Perkara DJKA sendiri berkaitan dengan dugaan suap dalam proyek pembangunan serta pemeliharaan jalur kereta api di lingkungan Kementerian Perhubungan. Selain menelusuri aliran dana, KPK juga mendalami kemungkinan adanya perintah dalam pengondisian proyek di lingkungan DJKA.
“Tentu kami juga mendalami bagaimana peran dari pihak-pihak di Kementerian Perhubungan ya sebagai kementerian yang membawahi DJKA, seperti apa dalam konteks pengadaan barang dan jasa di lingkungan DJKA,” katanya.
Dalam proses penyidikan, Budi Karya Sumadi terakhir diperiksa sebagai saksi pada 9 Maret 2026, sedangkan Robby Kurniawan diperiksa pada 5 Mei 2026.

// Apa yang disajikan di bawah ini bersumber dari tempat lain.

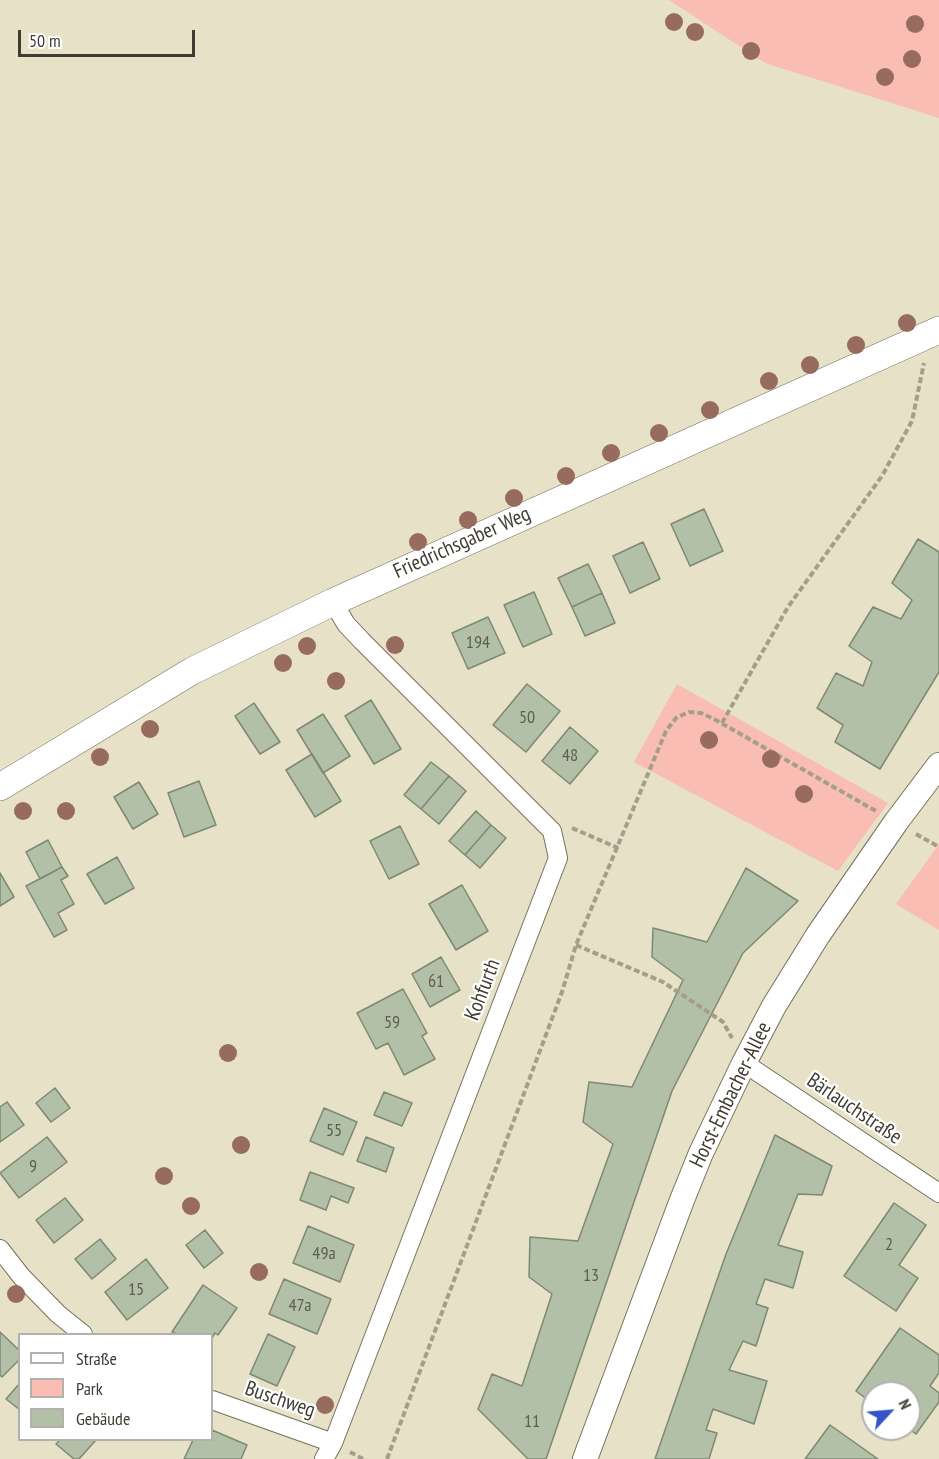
<!DOCTYPE html>
<html>
<head>
<meta charset="utf-8">
<style>
  body { margin:0 }
  #map { position:relative; width:939px; height:1459px; overflow:hidden; background:#e6e1c7; font-family:"PT Sans Narrow",sans-serif }
  canvas { display:block }
  .legend { position:absolute; left:18px; top:1333px; width:195px; height:108px; box-sizing:border-box; background:#fff; border:2px solid #b2b1ad; margin:0; padding:8px 10px; list-style:none; font-size:18px; color:#3f3d33 }
  .legend li { display:flex; align-items:center; gap:12px; height:30px }
  .legend b { width:30px; border:2px solid #b2b1ad }
  .north { position:absolute; left:861px; top:1381px; width:60px; height:60px; box-sizing:border-box; background:#fff; border:2px solid #b2b1ad; border-radius:50%; rotate:64deg; font-size:16px; font-weight:700; line-height:24px; text-align:center; color:#3f3d33 }
  .north::after { content:''; display:block; margin:auto; width:21px; height:27px; background:#3554c5; clip-path:polygon(50% 0,100% 100%,50% 72%,0 100%) }
  .scale { position:absolute; left:18px; top:30px; width:177px; height:27px; box-sizing:border-box; border:3px solid #3f3d33; border-top:0; padding-left:8px; font-size:18px; line-height:21px; white-space:nowrap; color:#3f3d33; -webkit-text-stroke:4px #fff; paint-order:stroke }
</style>
</head>
<body>
<div id="map">
<canvas width="939" height="1459"></canvas>
<ul class="legend">
<li><b style="height:8px;background:#fff"></b>Straße</li>
<li><b style="height:16px;background:#f9bdb4"></b>Park</li>
<li><b style="height:16px;background:#b3c0a8"></b>Gebäude</li>
</ul>
<div class="north">N</div>
<div class="scale">50 m</div>
</div>
<script>
const g = document.querySelector('canvas').getContext('2d');
g.lineJoin = 'round';
function fill(path, color) { g.fillStyle = color; g.fill(path, 'evenodd'); }
const toPath = rows => new Path2D(rows.map(r => 'M' + r).join(''));
function trace(path, color, width, dash) { g.strokeStyle = color; g.lineWidth = width; g.lineCap = dash ? 'butt' : 'round'; g.setLineDash(dash || []); g.stroke(path); }
function write(font, color, halo, rows, align = 'center') {
  g.font = font + ' "PT Sans Narrow",sans-serif'; g.lineWidth = 4.5; g.setLineDash([]); g.textBaseline = 'middle'; g.strokeStyle = halo; g.fillStyle = color; for (const [text, x, y, turn = 0] of rows) {
    g.save(); g.translate(x, y); g.rotate((+turn || 0) * Math.PI / 180); g.textAlign = isNaN(turn) ? turn : align; if (halo) g.strokeText(text, 0, 0); g.fillText(text, 0, 0); g.restore();
  }
}
fill(toPath([
  [669,0,939,0,939,118,765,63],
  [677,684,888,803,838,871,634,762],
  [939,844,939,930,896,904]
]), '#f9bdb4');
const building = toPath([
  [704,509,723,551,690,566,671,524,704,509],
  [918,539,939,552,939,672,880,769,835,742,843,725,817,708,836,673,863,686,872,662,849,646,873,607,901,619,912,600,892,583,918,539],
  [643,542,660,579,630,593,613,556,643,542],
  [588,564,602,593,572,607,558,578,588,564],
  [534,592,552,634,523,647,504,605,534,592],
  [602,593,615,623,585,636,572,607,602,593],
  [488,617,505,653,468,669,452,633,488,617],
  [527,684,560,711,526,752,493,725,527,684],
  [371,700,401,749,374,764,345,716,371,700],
  [254,703,280,742,260,754,235,716,254,703],
  [323,714,350,756,323,773,297,730,323,714],
  [570,727,598,751,570,784,542,761,570,727],
  [312,754,341,801,315,817,286,770,312,754],
  [431,762,449,776,421,809,404,795,431,762],
  [449,776,466,791,439,824,421,809,449,776],
  [199,781,216,825,184,837,168,793,199,781],
  [139,782,158,814,133,829,114,797,139,782],
  [476,811,491,825,465,855,449,841,476,811],
  [491,825,506,838,480,868,465,855,491,825],
  [400,826,419,864,389,879,370,841,400,826],
  [48,840,62,867,40,879,26,852,48,840],
  [117,857,134,888,105,904,87,874,117,857],
  [62,867,68,876,61,880,74,904,58,913,67,930,54,937,26,886,62,867],
  [746,868,798,901,743,953,672,1091,546,1459,528,1459,478,1409,492,1374,522,1386,552,1294,529,1277,530,1237,578,1241,613,1144,583,1122,589,1082,632,1087,683,980,652,957,653,928,707,942,746,868],
  [0,873,14,897,0,906,0,873],
  [462,885,488,931,456,950,429,904,462,885],
  [441,957,460,990,430,1007,412,974,441,957],
  [403,989,427,1033,422,1036,435,1059,404,1075,388,1043,376,1049,357,1013,403,989],
  [55,1088,70,1108,51,1122,36,1103,55,1088],
  [384,1092,412,1103,402,1126,374,1115,384,1092],
  [7,1102,24,1125,0,1142,0,1107,7,1102],
  [324,1108,357,1122,343,1155,310,1141,324,1108],
  [775,1135,832,1166,822,1195,798,1194,778,1245,803,1252,793,1288,765,1279,756,1304,768,1308,756,1346,743,1341,729,1370,767,1381,754,1424,713,1409,706,1430,717,1433,709,1459,655,1459,726,1254,775,1135],
  [47,1137,67,1162,19,1198,0,1173,47,1137],
  [366,1137,394,1148,386,1172,357,1161,366,1137],
  [310,1172,354,1188,348,1203,331,1196,326,1210,300,1200,310,1172],
  [65,1198,83,1220,54,1243,36,1220,65,1198],
  [894,1203,926,1225,899,1265,918,1278,896,1311,844,1276,894,1203],
  [308,1226,354,1245,340,1282,293,1263,308,1226],
  [205,1230,223,1253,204,1268,186,1245,205,1230],
  [100,1239,116,1259,92,1279,75,1259,100,1239],
  [146,1259,168,1288,127,1320,105,1292,146,1259],
  [284,1279,331,1299,317,1334,269,1314,284,1279],
  [203,1285,237,1308,218,1335,215,1333,212,1338,212,1334,177,1334,172,1332,203,1285],
  [900,1328,939,1355,939,1373,930,1386,939,1393,939,1402,916,1434,909,1429,909,1393,873,1393,873,1404,856,1391,900,1328],
  [0,1332,20,1351,20,1359,2,1377,0,1375,0,1332],
  [268,1334,295,1347,277,1386,250,1374,268,1334],
  [20,1383,20,1410,6,1399,20,1383],
  [830,1425,878,1459,805,1459,830,1425],
  [212,1430,247,1445,241,1459,184,1459,193,1440,212,1440,212,1430],
  [60,1440,96,1440,79,1459,74,1459,56,1444,60,1440]
]);
fill(building, '#b3c0a8');
trace(building, '#7d8973', 1.5);
const minor = toPath([
  [744,1063,939,1193],
  [0,1249,21,1276,58,1314,83,1334],
  [212,1400,333,1443],
  [324,1459,333,1443,558,858,552,831,362,641,346,624,333,602]
]);
const tertiary = toPath([
  [585,1459,682,1200,701,1153,744,1063,774,1006,818,935,896,822,939,765]
]);
const secondary = toPath([
  [0,787,192,671,333,602,939,330]
]);
trace(minor, '#76715a', 20);
trace(tertiary, '#76715a', 26);
trace(secondary, '#76715a', 28);
trace(toPath([
  [722,723,788,607,882,476,912,421,924,363],
  [572,828,618,848],
  [916,834,939,847],
  [576,945,663,982,723,1022,732,1038],
  [350,1452,363,1459],
  [387,1459,562,992,576,945,666,731,676,718,689,712,701,713,714,719,876,811]
]), '#a39f8c', 4, [6, 3]);
trace(minor, '#fff', 18);
trace(tertiary, '#fff', 24);
trace(secondary, '#fff', 27);
g.fillStyle = '#976c5f';
for (const [x, y] of [
  [674,22],
  [915,24],
  [695,32],
  [751,51],
  [912,59],
  [885,77],
  [907,323],
  [856,345],
  [810,365],
  [769,381],
  [710,410],
  [659,433],
  [611,453],
  [566,476],
  [514,498],
  [468,520],
  [418,542],
  [395,645],
  [307,646],
  [283,663],
  [336,681],
  [150,729],
  [709,740],
  [100,757],
  [771,759],
  [804,794],
  [23,811],
  [66,811],
  [228,1053],
  [241,1145],
  [164,1176],
  [191,1206],
  [259,1272],
  [16,1294],
  [325,1405]
]) { g.beginPath(); g.arc(x, y, 9, 0, 2 * Math.PI); g.fill(); }
write('18px', '#5c5e50', null, [
  ["194",478,643],
  ["50",527,718],
  ["48",570,756],
  ["61",436,982],
  ["59",392,1023],
  ["55",334,1131],
  ["9",33,1167],
  ["2",889,1245],
  ["49a",324,1254],
  ["13",591,1276],
  ["15",136,1290],
  ["47a",300,1306],
  ["11",532,1422]
]);
write('21px', '#3f3d33', '#fff', [
  ["Friedrichsgaber Weg",462,543,-24],
  ["Kohfurth",483,990,-69],
  ["Horst-Embacher-Allee",731,1095,-64],
  ["Bärlauchstraße",854,1109,34],
  ["Buschweg",280,1400,19]
]);
</script>
</body>
</html>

Kasus ini bermula dari operasi tangkap tangan (OTT) yang dilakukan KPK pada 11 April 2023 di Balai Teknik Perkeretaapian (BTP) Kelas I Wilayah Jawa Bagian Tengah, yang kini dikenal sebagai BTP Kelas I Semarang.
Seiring perkembangan penyidikan, KPK telah menetapkan puluhan tersangka. Hingga Januari 2026, tercatat 21 orang telah ditetapkan dan ditahan, serta dua korporasi turut dijadikan tersangka dalam perkara tersebut.

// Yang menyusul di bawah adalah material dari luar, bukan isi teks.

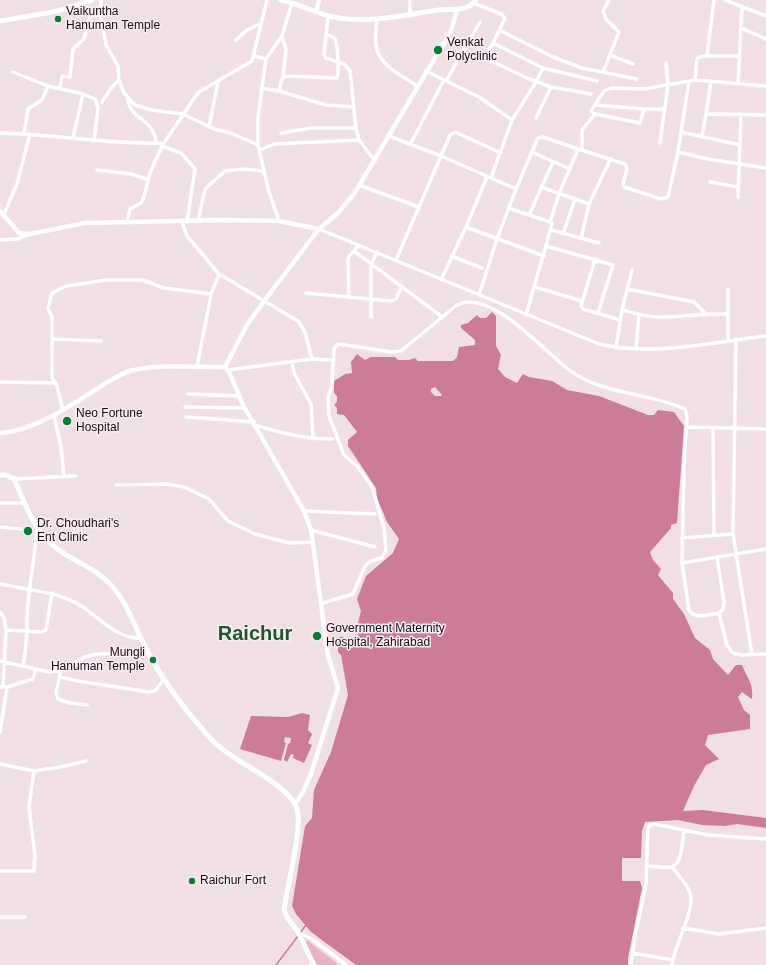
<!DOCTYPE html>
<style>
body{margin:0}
canvas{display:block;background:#f0e0e4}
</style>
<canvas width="766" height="965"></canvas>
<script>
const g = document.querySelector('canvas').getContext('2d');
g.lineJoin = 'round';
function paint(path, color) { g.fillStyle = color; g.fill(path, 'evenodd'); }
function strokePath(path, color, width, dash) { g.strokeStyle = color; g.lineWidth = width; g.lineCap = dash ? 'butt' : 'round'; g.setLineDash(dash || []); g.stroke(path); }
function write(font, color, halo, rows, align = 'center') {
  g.font = font + ' Helvetica,sans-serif'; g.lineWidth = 3; g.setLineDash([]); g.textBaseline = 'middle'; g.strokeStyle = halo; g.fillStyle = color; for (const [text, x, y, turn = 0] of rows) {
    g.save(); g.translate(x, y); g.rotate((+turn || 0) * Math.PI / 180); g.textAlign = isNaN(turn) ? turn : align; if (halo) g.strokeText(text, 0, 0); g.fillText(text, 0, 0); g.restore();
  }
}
paint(new Path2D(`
 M307 940 339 965H317L305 944Z`), '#eab3c4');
paint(new Path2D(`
 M492 312 496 316V346L501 355 498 369 505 377 517 383 523 374 529 377 552 381 567 390 599 396 648 415H654L658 410 674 412 684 426 677 523 671 525V528L650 552 653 560 661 569 658 575 673 593V599L684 614 695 638 710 650 713 659 728 675 736 665H742C747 678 754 684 752 699L742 692 738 697 744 710 750 715V729L708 735 705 745 719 759 706 765 694 786 683 811 703 810 766 818V828L737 824 725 826 702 825 678 820 645 822 642 831 641 858H622V881H640L642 888 628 958V965H356L311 932 296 914 292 906 305 826 312 818 314 790 331 752 348 695 341 655 338 652V637H344V643L352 648 359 638 357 627 361 611 357 599 366 576 393 553 399 539 387 522 377 498 376 488 348 446V440L357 432 344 415 337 414V408L334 405 337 402V396L334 393V381L345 374 352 373 351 362 357 354 365 360 371 357H395L398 360H409L415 358 418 361H453L457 357 459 347 475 345V340L461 328V325L468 323 477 315 480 318H486ZM435 387 442 395 441 396H435L431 392V389Z
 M302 713 310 715 308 730 312 734 308 743 312 745 304 763 293 758 294 755 291 754 287 762 284 760 288 744 290 743 291 738 285 737 284 742 286 743 281 761 240 749 251 716 288 717Z`), '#cc7c96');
strokePath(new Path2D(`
 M300 933 306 925
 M276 965 298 936`), '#cc7c96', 1.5);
strokePath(new Path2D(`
 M101 0V16L106 45 118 66 119 80 124 93 135 105 152 110 183 114 214 129 231 133 258 145
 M714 0 707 56H739
 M725 0 766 16
 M473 3 501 14 505 18 493 43 543 68 597 81
 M328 16 324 55 326 58 344 64 350 71 356 128 359 140 375 161
 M410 16V0
 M377 20C376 28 375 37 376 45 378 65 403 77 418 86
 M741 28 766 39
 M499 30 553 57 582 68 637 79
 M282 36 286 50 283 77
 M236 40 247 30 260 24
 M493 43 486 55 487 59 527 78 551 87 591 94
 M610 55 633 64
 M254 56 266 59
 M426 71 479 97 512 120 491 178
 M13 72 48 86 83 94 95 99 98 108 94 141
 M603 72 619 32 606 19 603 11 609 0
 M695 80 697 59 699 57 707 56
 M446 81 480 22
 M711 82 706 114 766 115
 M738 84 742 6
 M60 88 62 76 70 77 73 49 84 39 90 17 93 15 101 16
 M261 88 279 91 282 79 285 76 337 78C339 73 338 44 335 39 333 36 329 36 326 34
 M279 91 326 105 354 107
 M128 99C130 121 154 117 156 143
 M102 102 112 87 119 80
 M595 105 644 109 640 123 595 114 591 111 604 91 611 88 644 89 695 80 766 86
 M644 109H665
 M536 118 551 87
 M512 120 536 82 543 68
 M209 126 218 82
 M681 132 740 145
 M0 133C55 134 109 145 164 143
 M281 133 311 128H356
 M24 134 28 109 42 100 48 86
 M389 136 441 156 396 260
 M702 136 706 114
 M73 138 83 94
 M411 143 444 80
 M660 143 668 85 666 63
 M162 146 181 153 195 169 187 222
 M260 150 274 144 359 140
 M582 150V130L595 114
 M532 152 570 169
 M678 152 708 159 766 168
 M97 170 131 174 149 180
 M487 177 466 227 544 256
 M710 182 738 187
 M359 185 419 207
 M541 187 575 199 563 234
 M516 189 538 138 543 137 578 149
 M738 198 741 114
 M575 199 589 204
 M508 208 550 222 552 224 526 315
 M4 214 17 184 30 134
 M529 215 553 162
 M198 221 205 189 225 171 244 169 264 171
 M279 221 269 192 258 145V118L266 59 282 36 292 3
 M127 222 130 209 141 203 144 197 150 173 162 146 195 97 199 92 252 61 267 0
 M182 222 187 236 219 274 298 321 305 332 312 359
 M550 222 559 194 578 149 625 164 627 169 623 184 624 187 661 199 668 197 678 152 689 81
 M319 229 599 344C653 357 712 342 766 336
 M551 230 599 243
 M581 238 589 204 611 158
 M0 240 17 239 30 234
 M358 246 354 251 441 316
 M546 246 613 265 598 313
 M451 256 482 268
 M595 259 581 306 583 309 620 320
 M441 280 466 227
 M535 287 582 301
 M627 289 694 302 705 313
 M728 289V340
 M306 293 391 301 396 299 402 286
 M479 295 497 239 516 189 441 156 450 135 455 132 501 153
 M349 298 348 260 349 256 354 251
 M622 310C634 313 646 317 658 317 681 317 704 313 727 314
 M371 317V265L377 252
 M53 339 101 341
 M736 339 733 534 752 655
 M616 348 622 310 632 270
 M636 349 639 315
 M292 362 294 373 311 404 313 439
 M197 367 211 294 219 274
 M228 370 312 359 334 360
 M0 382 56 383
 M188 394 240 396
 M185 407 245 408
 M63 410 56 383 52 378V317L48 308 52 293 66 286 106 280H142L164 288 211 294
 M54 415 61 447 64 476
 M186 417 254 422
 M255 425C281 433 305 439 332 439
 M687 427 766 429
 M713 429 714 535
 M14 479 76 476
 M116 485 167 484 184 487 209 499 228 521 255 534 289 543 313 542
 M0 503H24
 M304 511 375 514
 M0 527 21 529
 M311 530 375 547
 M682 538 733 534
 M717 557 724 602 723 609 719 613
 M682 563 766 549
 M0 584C28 590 58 591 83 607 100 619 119 640 142 638
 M320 604 353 594 365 566 371 561 382 558 386 550 384 528 372 487 357 466 344 455 329 416 328 397 332 385 334 349 338 344 392 352 401 351 457 305C489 287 545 352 568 369 601 395 647 392 685 409L687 416 684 465 682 563 689 610C695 620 709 614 719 613L727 645 733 653 742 655 766 654
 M0 612 4 618 6 630 3 687
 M6 630 41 632 46 630 52 593
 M0 661 49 672 61 670 85 657 97 654 148 652
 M23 666C28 645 26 625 28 604 30 579 35 554 37 530
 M61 670 56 693 58 699 70 703 87 705
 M60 677 78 681 149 692 155 691 164 679
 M0 687H7L33 679 36 669
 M0 732 7 687
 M0 764 34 771 60 767 86 761
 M647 866C655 866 663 868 670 867 683 866 682 840 684 830
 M672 867C678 875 687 883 690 893 696 909 674 946 672 965
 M0 871H34L35 856 29 807 34 771
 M0 917H25
 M683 928 719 934 766 928
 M299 933 312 939 346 965
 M632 953 673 960
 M631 965 635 936 646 884 648 826 654 824 708 835 766 839`), '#fff', 3.5);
strokePath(new Path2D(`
 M316 12 319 0
 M0 211 19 233 30 234 85 223 222 220 279 221 319 229
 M225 367 231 376 243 405 304 511 311 530 328 655 338 688 311 774 303 792 295 804
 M0 433C30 432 67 408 92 392 103 385 117 375 130 371 157 364 196 367 225 367L247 325 264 301 319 229 338 213 354 194 451 31 457 10`), '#fff', 4.5);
strokePath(new Path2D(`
 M281 0C299 4 315 13 333 17 369 24 403 15 439 10 453 8 466 13 476 0
 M0 21 58 11 92 0
 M0 475H6L14 479C25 504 33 528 54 546 72 562 96 567 113 587 130 607 136 632 149 654 166 686 188 714 213 741 233 762 285 782 296 806 304 825 287 885 284 910L288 919 298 932 314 965`), '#fff', 5);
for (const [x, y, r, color] of [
 [58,19,4,"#057d34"],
 [438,50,5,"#057d34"],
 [67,421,5,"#057d34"],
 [28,531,5,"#057d34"],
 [317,636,5,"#057d34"],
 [153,660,4,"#057d34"],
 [192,881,4,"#057d34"]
]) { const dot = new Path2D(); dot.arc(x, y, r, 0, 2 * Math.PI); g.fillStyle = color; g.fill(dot); strokePath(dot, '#fdedf1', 1.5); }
write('12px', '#130e0f', '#fdedf1', [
 ["Vaikuntha",66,12],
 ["Hanuman Temple",66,26],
 ["Venkat",447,43],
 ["Polyclinic",447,57],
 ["Neo Fortune",76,414],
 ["Hospital",76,428],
 ["Dr. Choudhari's",37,524],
 ["Ent Clinic",37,538],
 ["Government Maternity",326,629],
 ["Hospital, Zahirabad",326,643],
 ["Mungli",145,653,"right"],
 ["Hanuman Temple",145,667,"right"],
 ["Raichur Fort",200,881]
], 'left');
write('bold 20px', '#19592a', '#fdedf1', [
 ["Raichur",255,634]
]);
</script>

Dugaan korupsi mencakup sejumlah proyek strategis, di antaranya pembangunan jalur kereta api ganda Solo Balapan–Kadipiro–Kalioso, proyek jalur kereta di Makassar, beberapa proyek konstruksi di Lampegan Cianjur, hingga perbaikan perlintasan sebidang di wilayah Jawa dan Sumatera.
Dalam proyek-proyek tersebut, penyidik menduga terjadi pengaturan pemenang tender melalui rekayasa sejak tahap administrasi hingga penentuan pelaksana proyek.